When the curses came out, barely hidden behind his glove, Jonathan Papelbon didn't yet realize what was wrong. Sure, he knew he hadn't pitched well. He knew he - and Hideki Okajima - had cost the Red Sox a golden chance to pick up a game on the Yankees. But it wasn't until after Friday night's meltdown in an 8-7 loss that he determined what had gone wrong.

"I think it was more of a mental issue," Papelbon said before yesterday's rematch, won by the Sox, 10-1. "My head wasn't in the game really as well as it has been. You know, it's just one of them things, where you get in the situation, you've got to be fully involved. Mentally, I wasn't completely there. I wasn't 100 percent dead-on like I usually am."

Strange, for a game against his team's archrival, a team within striking distance in the American League East, with the end of the season nearing. But then Papelbon looked at the four reporters surrounding him at his locker, and he tried to put the feeling into terms they would understand.

"It's just like you," he said. "Are you locked in every day at work? No. You know, there's going to be days where you go in and you just kind of go through, not to say go through the motions, but you go to work and you know it just ain't like a normal day."

He didn't want to come up with reasons why his focus wasn't quite perfect. Maybe it was a bad night of sleep. Maybe he just wasn't feeling right. Didn't matter. Papelbon was forthright in his admission - not an excuse - that he wasn't all there Friday night.
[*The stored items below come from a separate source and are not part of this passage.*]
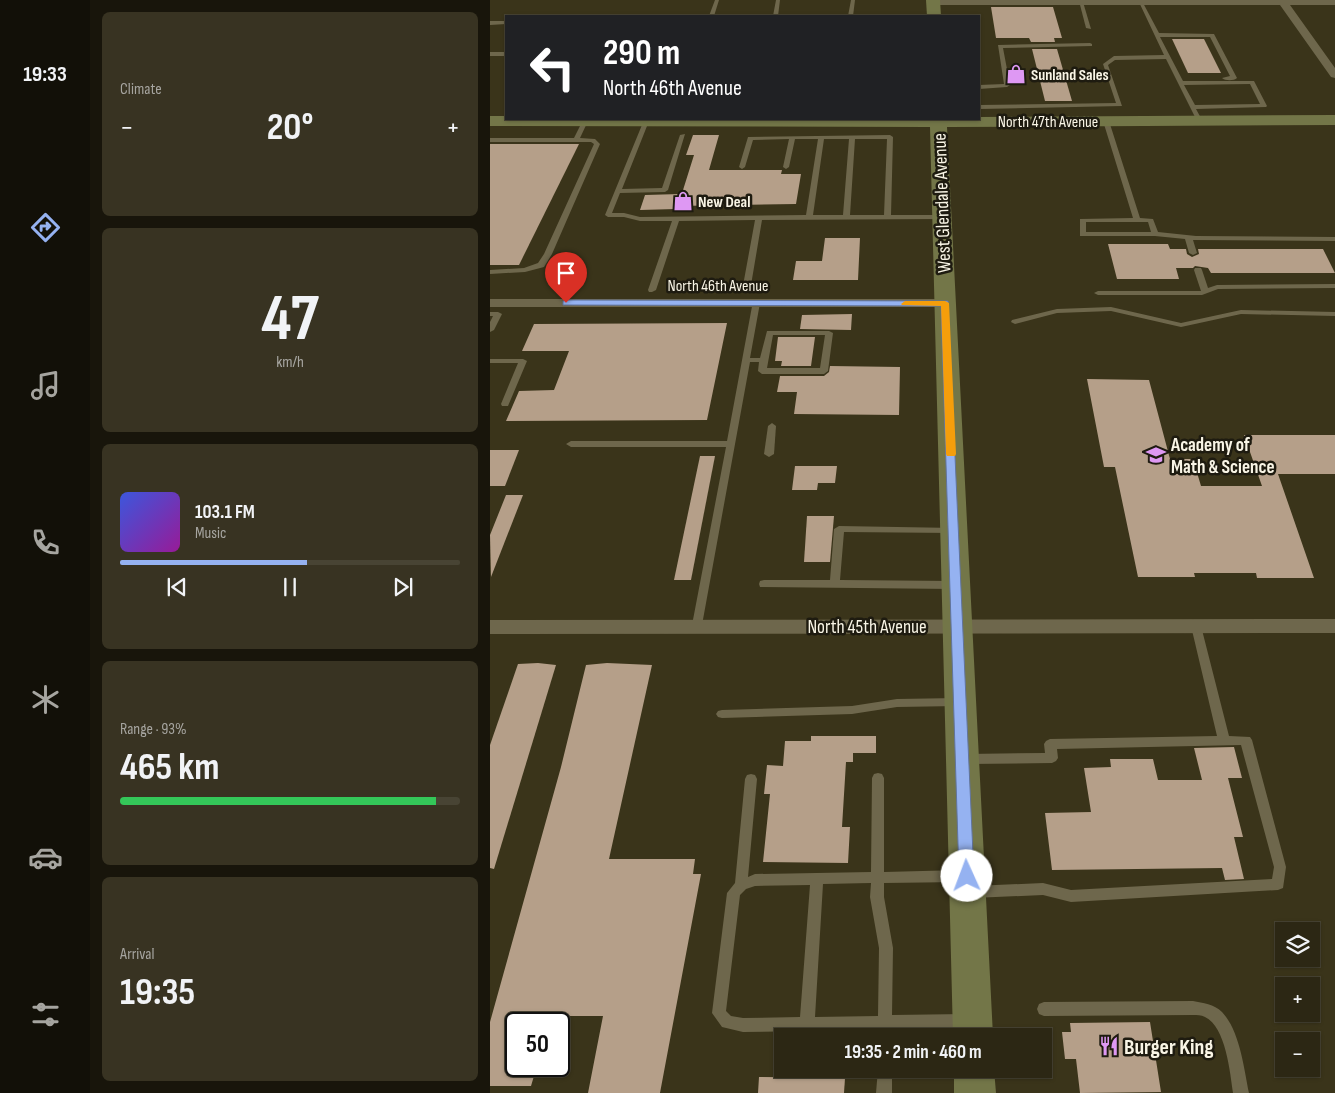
<!DOCTYPE html>
<html lang="en">
<head>
<meta charset="utf-8">
<style>
  :root { --surface:#2c2714; --page:#383322; --text:#f1f3f6; --muted:#a6a5a0; --line:#484434; --accent:#95b2f1 }
  body { margin:0; font-family:"Sofia Sans Condensed",sans-serif; background:var(--page); color:var(--text); height:100vh; display:flex; flex-direction:column; font-size:19px; white-space:nowrap }
  * { box-sizing:border-box; margin:0 }
  p { font-size:16px; color:var(--muted) }
  .icon { flex:none; width:28px; height:28px; fill:none; stroke:currentColor; stroke-width:2; stroke-linecap:round; stroke-linejoin:round }
  .map { position:relative; flex:1; overflow:hidden }
  .drawer { display:flex; flex-direction:column; gap:12px; padding:12px; background:#18150b; width:400px }
  .drawer>* { flex:none }
  .banner { position:absolute; left:15px; top:15px; width:475px; height:105px; border-radius:0px; box-shadow:0 1px 4px #0004,0 0 0 1px var(--line); background:#202124; color:#fff; overflow:hidden }
  .tools { position:absolute; left:785px; top:922px; display:grid; gap:10px }
  .tools a { display:grid; place-items:center; width:45px; height:45px; border-radius:0px; background:var(--surface); box-shadow:0 1px 4px #0004,0 0 0 1px var(--line); font-size:25px }
  .speed { position:absolute; left:15px; top:1012px; display:flex; gap:10px; font-size:25px; font-weight:700; text-align:center }
  .speed>* { display:grid; place-content:center; width:65px; height:65px; border-radius:50%; background:var(--surface); box-shadow:0 1px 4px #0004,0 0 0 1px var(--line); line-height:1 }
  .speed .limit { border:2px solid #111; border-radius:8px; background:#fff; color:#111 }
  .pin { position:absolute; display:grid; place-items:center; width:42px; height:42px; color:#fff; margin:-51px -21px; border-radius:50% 50% 50% 0; rotate:-45deg; box-shadow:0 0 5px #0007 }
  .pin .icon { rotate:45deg }
  .me { position:absolute; width:55px; margin:-28px; rotate:358deg; stroke-linejoin:round; filter:drop-shadow(0 0 4px #0008) }
  .turn { display:flex; align-items:center; gap:18px; height:105px; padding:0 15px; font-size:22px }
  .turn .icon { width:65px; height:65px; stroke-width:2.5 }
  .turn b { display:block; font-size:35px; line-height:42px }
  .big { font-size:38px; font-weight:700; line-height:1.1 }
  .drawer .widget { flex:1; display:flex; flex-direction:column; justify-content:center; gap:8px; min-width:0; padding:0 18px; border-radius:8px; background:var(--page) }
  .drawer .dial { align-items:center; gap:0 }
  .dial b { font-size:65px; line-height:1 }
  .song { display:flex; align-items:center; gap:15px }
  .cover { width:60px; height:60px; border-radius:8px; background:linear-gradient(135deg,hsl(230 70% 55%),hsl(300 70% 35%)) }
  .played { height:5px; border-radius:2px; background:linear-gradient(90deg,var(--accent) 55%,var(--line) 55%) }
  .keys { display:flex; justify-content:space-around; direction:ltr }
  .heat { display:flex; justify-content:space-between; align-items:center; font-size:28px; direction:ltr }
  .charge { height:8px; border-radius:4px; background:linear-gradient(90deg,#34c759 93%,var(--line) 0) }
  .trip { position:absolute; left:284px; top:1028px; width:278px; height:50px; border-radius:0px; background:var(--surface); box-shadow:0 1px 4px #0004,0 0 0 1px var(--line); font-weight:700; line-height:50px; text-align:center }
  main { display:flex; flex:1; min-height:0 }
  .tab-bar { display:flex; flex-direction:column; width:90px; justify-content:space-around; align-items:center; background:#121008; color:var(--muted) }
  .tab-bar .icon { width:35px; height:35px }
  .tab-bar .selected { color:var(--accent) }
  .tab-bar b { font-size:22px; color:var(--text) }
  .map>svg:first-child { display:block }
  .building { fill:#b59f89 }
  .lines { fill:none; stroke-linecap:round; stroke-linejoin:round }
  .lane { fill:#6e674c; fill-rule:evenodd }
  .street { fill:#6e674c; fill-rule:evenodd }
  .secondary { fill:#737648; fill-rule:evenodd }
  .route { fill:#95b2f1; stroke:#61749d }
  .slow { fill:#f59e0b }
  .labels { text-anchor:middle; stroke-width:5; stroke-linejoin:round; paint-order:stroke }
  .far-poi-label { font-size:16px; font-weight:bold; fill:#f9f5e6; stroke:#1e1b10; text-anchor:start }
  .far-street-label { font-size:16px; fill:#f9f5e6; stroke:#1e1b10 }
  .street-label { font-size:19px; fill:#f9f5e6; stroke:#1e1b10 }
  .poi-label { font-size:19px; font-weight:bold; fill:#f9f5e6; stroke:#1e1b10; text-anchor:start }
  .near-poi-label { font-size:22px; font-weight:bold; fill:#f9f5e6; stroke:#1e1b10; text-anchor:start }
</style>
</head>
<body>
<main>
<nav class="tab-bar">
<b>19:33</b>
<svg class="icon selected" aria-label="directions" viewBox="0 0 24 24"><path d="M12 3l9 9-9 9-9-9zM9 14v-3h6M13 9l2 2-2 2"/></svg>
<svg class="icon" aria-label="music" viewBox="0 0 24 24"><path d="M9 18V5l10-2v13"/><circle cx="6" cy="18" r="3"/><circle cx="16" cy="16" r="3"/></svg>
<svg class="icon" aria-label="phone" viewBox="0 0 24 24"><path d="M5 4h4l2 5-3 2q2 4 5 5l2-3 5 2v4C11 20 4 13 5 4z"/></svg>
<svg class="icon" aria-label="climate" viewBox="0 0 24 24"><path d="M12 3v18M4 7l16 10M4 17L20 7"/></svg>
<svg class="icon" aria-label="car" viewBox="0 0 24 24"><path d="M5 17H2v-5l4-1 3-4h7l3 4 3 1v5h-3M9 17h6M6 11h13"/><circle cx="7" cy="17" r="2"/><circle cx="17" cy="17" r="2"/></svg>
<svg class="icon" aria-label="filters" viewBox="0 0 24 24"><path d="M4 7h16M4 17h16"/><circle cx="9" cy="7" r="2"/><circle cx="15" cy="17" r="2"/></svg>
</nav>
<section class="drawer">
<div class="widget"><p>Climate</p>
<div class="heat"><a>−</a><b class="big">20°</b><a>+</a></div>
</div>
<div class="widget dial"><b>47</b><p>km/h</p></div>
<div class="widget">
<div class="song"><i class="cover"></i><div><b>103.1 FM</b><p>Music</p></div></div>
<div class="played"></div>
<div class="keys"><svg class="icon" aria-label="previous" viewBox="0 0 24 24"><path d="M18 5L8 12l10 7zM5 5v14"/></svg><svg class="icon" aria-label="pause" viewBox="0 0 24 24"><path d="M8 5v14M16 5v14"/></svg><svg class="icon" aria-label="next" viewBox="0 0 24 24"><path d="M6 5l10 7-10 7zM19 5v14"/></svg></div>
</div>
<div class="widget"><p>Range · 93%</p><b class="big">465 km</b><div class="charge"></div></div>
<div class="widget"><p>Arrival</p><b class="big">19:35</b></div>
</section>
<div class="map">
<svg width="845" height="1093" viewBox="0 0 845 1093">
  <rect width="100%" height="100%" fill="#3a341a"/>
  <g class="building">
    <path d="M501,7H563L572,38H564L565,42H541L539,38H506Z"/>
    <path d="M682,39H714L731,73H698Z"/>
    <path d="M542,49H567L582,101H555Z"/>
    <path d="M203,135H229L219,170H292L291,174H311L306,204L188,206L204,155H196Z"/>
    <path d="M0,144H89L29,265H0Z"/>
    <path d="M190,194L186,209L150,210L155,195Z"/>
    <path d="M335,238H370L368,280H303L306,261H332Z"/>
    <path d="M618,244H678L680,249H696L697,254L702,257L709,254L708,249H833L845,273H721L718,268L705,266L703,268H686L689,279H627Z"/>
    <path d="M362,314L361,330L310,329L312,315Z"/>
    <path d="M237,323L217,420L16,421L29,391L64,390L79,351H32L44,324Z"/>
    <path d="M288,337H325L321,366H291L292,361H285Z"/>
    <path d="M340,366L410,367L409,415L304,414L307,392H287L290,376H334L339,372Z"/>
    <path d="M597,379L659,380L680,459H703L711,486H772L754,435H845V474H788L824,578H767L766,573H704L705,577H648L625,467H614Z"/>
    <path d="M0,450H29L15,486H0Z"/>
    <path d="M210,456H225L201,580H184Z"/>
    <path d="M305,466H347L345,483H328L327,490H302Z"/>
    <path d="M16,495H33L1,577L0,535Z"/>
    <path d="M317,516H344L340,562H314Z"/>
    <path d="M48,663L66,665L4,869L0,868V745L28,664Z"/>
    <path d="M117,663L162,665L119,859H205L203,874H211L170,1093H98L113,1016H50L49,1018L26,1020V1066H47L41,1086H0V1022L71,767L96,665Z"/>
    <path d="M321,736H386V753H363V762H356L352,827H360L358,863L273,862L280,794H274L277,765L293,766L295,741H321Z"/>
    <path d="M744,747L752,778H738L753,837H744L754,879L735,880L732,868L562,870L555,813L601,812L594,768L621,767L620,759H663L668,780H712L704,748Z"/>
    <path d="M660,1022L671,1092L590,1093L586,1059H575L572,1032H581L580,1023Z"/>
    <path d="M269,1077L355,1078L354,1093H268Z"/>
  </g>
  <g class="lines">
    <g class="lane">
      <path d="M225,0H229L224,16H219Z"/>
      <path d="M286,0H290L288,16H283Z"/>
      <path d="M361,0H365L363,16H358Z"/>
      <path d="M648,0L652,1L669,33L724,34L747,78C744,81 735,81 732,78L740,76L720,37H670L693,81H764L777,106L776,107L706,109L712,120L707,121L676,59L625,60L618,65L632,106L489,109V105L626,103L613,64L624,56L674,55ZM760,84L770,104L705,105L694,85Z"/>
      <path d="M589,1L593,2L601,29L596,28Z"/>
      <path d="M0,21H16V24L0,25Z"/>
      <path d="M600,43L602,44V46L513,48L520,85L517,87L489,89V85L514,84L508,45Z"/>
      <rect x="0" y="52" width="16" height="4"/>
      <path d="M616,119L619,121L650,218L663,219L668,232L706,236L845,237V241L703,240L707,253L703,255L699,253L695,239L665,236H590V219L643,218L613,121ZM596,222H658L661,232H596Z"/>
      <path d="M93,120L98,121L90,138L105,139L110,144L62,254L54,267L35,272L0,274V270L34,268L48,263L54,254L104,144L101,142H0V138H84Z"/>
      <path d="M154,120L159,121L132,189L172,188L190,135L195,134L178,190L175,192L130,193L122,213H134L150,217L316,215L328,139H305L299,167L296,169L293,167L299,139L263,140L255,167L252,169L249,167L258,137L400,135L403,137L401,215H451L454,217L451,219L272,220L260,291L256,293L252,291L265,220L189,221L166,290L162,292H159L158,290L182,221H150L134,217H118L115,215ZM334,139H359L353,215H323ZM365,139H397L394,215H360Z"/>
      <path d="M705,268H711L712,270L718,288L727,285L845,284V288L728,289L712,295H608L604,293L608,291H711L704,270Z"/>
      <path d="M263,301H269L270,303L260,358H270L277,331H339L343,333L338,371L334,374H272L268,371L269,362H260L212,625L211,628H203L202,625L236,447H81L76,444L81,441H237ZM283,335H335L330,368H277Z"/>
      <path d="M621,307L691,323L751,310L845,312V316L751,314L691,327L621,311L567,313L525,324L521,322L522,320L567,309Z"/>
      <path d="M0,312H8L12,314L4,330L0,332V322L3,316H0Z"/>
      <path d="M0,359H33L37,361L18,406H12L11,404L28,363H0Z"/>
      <path d="M282,423L286,426L284,454L279,457L274,454L278,426Z"/>
      <path d="M349,526L466,528L468,530L463,533L354,532L350,580L464,581L469,585L464,589L270,587L269,584L270,581L274,580H340L344,529Z"/>
      <path d="M706,622L710,623L711,626L739,736L760,737L762,740L796,867L793,888L788,890L581,902L553,895L483,898L478,896L476,892L478,888L483,886L553,883L581,890L782,879L784,867L751,745L567,749L568,758L566,761L562,763L477,764L473,762L471,759L473,756L477,754L555,753L554,744L556,741L560,739L727,736L701,626L702,623Z"/>
      <path d="M468,698L472,699L474,702L472,705L468,706L407,707L362,714L232,718L228,717L226,714L228,711L232,710L362,706L407,699Z"/>
      <path d="M388,773L392,774L394,778V872L471,870L476,872L478,876L476,880L471,882L394,883V897L403,948L402,1015L476,1014L481,1016L483,1021L481,1026L476,1028L402,1029V1036H388V1030L253,1032L232,1027L222,1013L237,893L245,883L255,779L257,775L261,774L265,775L267,779L258,877L265,874L381,872L382,778L384,774ZM381,883L380,897L389,948L388,1016L325,1017L333,884ZM320,885L310,1017L253,1018L241,1016L236,1011L250,895L256,889L265,886Z"/>
      <path d="M703,1001C713,1003 724,1004 732,1012C750,1031 754,1069 759,1093H743C740,1073 736,1027 715,1017C711,1015 707,1015 703,1015L554,1016L549,1014L547,1009L549,1004L554,1002Z"/>
      <path d="M388,1069H402V1093H386Z"/>
    </g>
    <g class="street">
      <path d="M440,0H845V5H800L845,68V78L841,77L790,5H443L438,2Z"/>
      <path d="M0,299H455L460,300L462,303L460,306L455,307H0Z"/>
      <path d="M845,619V633L0,634V620Z"/>
    </g>
    <g class="secondary">
      <path d="M436,0H450L451,16H437Z"/>
      <path d="M845,115V125L457,127L503,1036H463L440,127L0,126V116H16V119H489V117Z"/>
      <path d="M464,1069H504L506,1093H464Z"/>
    </g>
  </g>
  <path class="route" d="M76,300L458,301L484,876L482,881L477,883L471,881L469,876L451,306L73,305V301Z"/>
  <path class="slow" d="M415,301H455L459,303L466,454L465,456H457L456,454L451,306L412,305L411,304Z"/>
  <defs>
    <symbol id="shop-bare" viewBox="-9 -9 18 18"><path d="M-5-2.5h2.3a2.7 3.5 0 0 1 5.4 0H5L5.5 6h-11ZM-1.5-2.5h3a1.5 2.3 0 0 0-3 0Z" fill="#de98f3" stroke="#1e1b10" stroke-width="2.5" paint-order="stroke"/></symbol>
    <symbol id="school-bare" viewBox="-9 -9 18 18"><path d="M0-5L7-2L0 1L-7-2ZM-4 1L0 2.5L4 1V4Q0 6-4 4Z" fill="#de98f3" stroke="#1e1b10" stroke-width="2.5" paint-order="stroke"/></symbol>
    <symbol id="restaurant-bare" viewBox="-9 -9 18 18"><path d="M-5-6h1v4h1v-4h1v4h1v-4h1v5L-1.5 .5V6h-2V.5L-5-1ZM5-6V6H3V1.5H1.5Q1.5-4 5-6Z" fill="#de98f3" stroke="#1e1b10" stroke-width="2.5" paint-order="stroke"/></symbol>
  </defs>
  <g fill-rule="evenodd">
    <use href="#shop-bare" x="512" y="60" width="28" height="28"/>
    <use href="#shop-bare" x="179" y="187" width="28" height="28"/>
    <use href="#school-bare" x="652" y="441" width="28" height="28"/>
    <use href="#restaurant-bare" x="605" y="1032" width="28" height="28"/>
  </g>
  <g class="labels">
    <g class="far-poi-label">
      <text x="541" y="80">Sunland Sales</text>
      <text x="208" y="207">New Deal</text>
    </g>
    <g class="far-street-label">
      <text x="558" y="127">North 47th Avenue</text>
      <text x="228" y="291">North 46th Avenue</text>
    </g>
    <g class="street-label">
      <text transform="translate(451 203) rotate(-92)" y="7">West Glendale Avenue</text>
      <text x="377" y="633">North 45th Avenue</text>
    </g>
    <g class="poi-label">
      <text x="681" y="451">Academy of<tspan x="681" dy="22">Math &amp; Science</tspan></text>
    </g>
    <g class="near-poi-label">
      <text x="634" y="1054">Burger King</text>
    </g>
  </g>
</svg>
<div class="tools">
<a><svg class="icon" aria-label="layers" viewBox="0 0 24 24"><path d="M12 4l9 5-9 5-9-5zM3 14l9 5 9-5"/></svg></a>
<a>+</a>
<a>−</a>
</div>
<div class="speed"><div class="limit">50</div></div>
<div class="pin" style="left:76px;top:303px;background:#d93025"><svg class="icon" aria-label="arrive" viewBox="0 0 24 24"><path d="M6 21V4h12l-3 4 3 4H6"/></svg></div>
<svg class="me" style="left:477px;top:876px" viewBox="-20 -20 40 40"><circle r="19" fill="#fff"/><path d="M0-13L10 11 0 6-10 11z" fill="#95b2f1"/></svg>
<div class="trip">19:35 · 2 min · 460 m</div>
<div class="banner">
<div class="turn"><svg class="icon" aria-label="left" viewBox="0 0 24 24"><path d="M17 20v-9H6M10 6l-5 5 5 5"/></svg><div><b>290 m</b>North 46th Avenue</div></div>
</div>
</div>
</main>
</body>
</html>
That's how one of the top closers in baseball does his part in losing a game his team should have won in the late innings in perhaps its biggest series of the season.

Not that it happens to him often. Maybe once a year. Maybe twice. But there are times, Papelbon said, when the process just isn't the same as when he's locked in, when that staredown at the batter is more than just intimidating - it's deadly.

While he was asked to get six outs instead of the usual three, when Okajima failed to preserve a five-run lead by giving up two solo home runs, walking a batter, and allowing a Johnny Damon double, Papelbon said that wasn't an issue.

"[It] took me a little while there to kind of get my feet underneath me," he said.

Derek Jeter (fisted single), Bobby Abreu (hanging splitter for a double), and Alex Rodriguez (missed location for a line-drive single) all got hits, with Rodriguez's bringing home the sixth run of the inning, the winning run of the game.

"I would just chalk it up to one of them times where you just didn't have your good stuff and you weren't 100 percent focused," Papelbon said. "I realized it after the fact . . . you go back and you kind of look at it. You're like, 'That wasn't me really.' You go back and you look at it, and you're like, 'I could have done better.'

"I've still got to go out there and get outs. I've still got to go out there and stop the bleeding. And, you know, I didn't do that."

And the Red Sox made it five straight losses to New York, the Yankees closing the gap ever so slightly.

Yesterday's win helped calm things down, but earlier Papelbon was asked whether the way the Yankees beat him Friday night was a signal they were getting into the heads of the Sox. Could it have boded ill for the remainder of the season, and possibly the postseason?

"No. No chance," the closer said. "We're way too good, we're way too savvy, and we have too many veterans on this team that won't allow that to happen.

"I mean, it's one game. We've still got almost a whole month left, man.

"This one game ain't going to make or break our season, I can promise you that."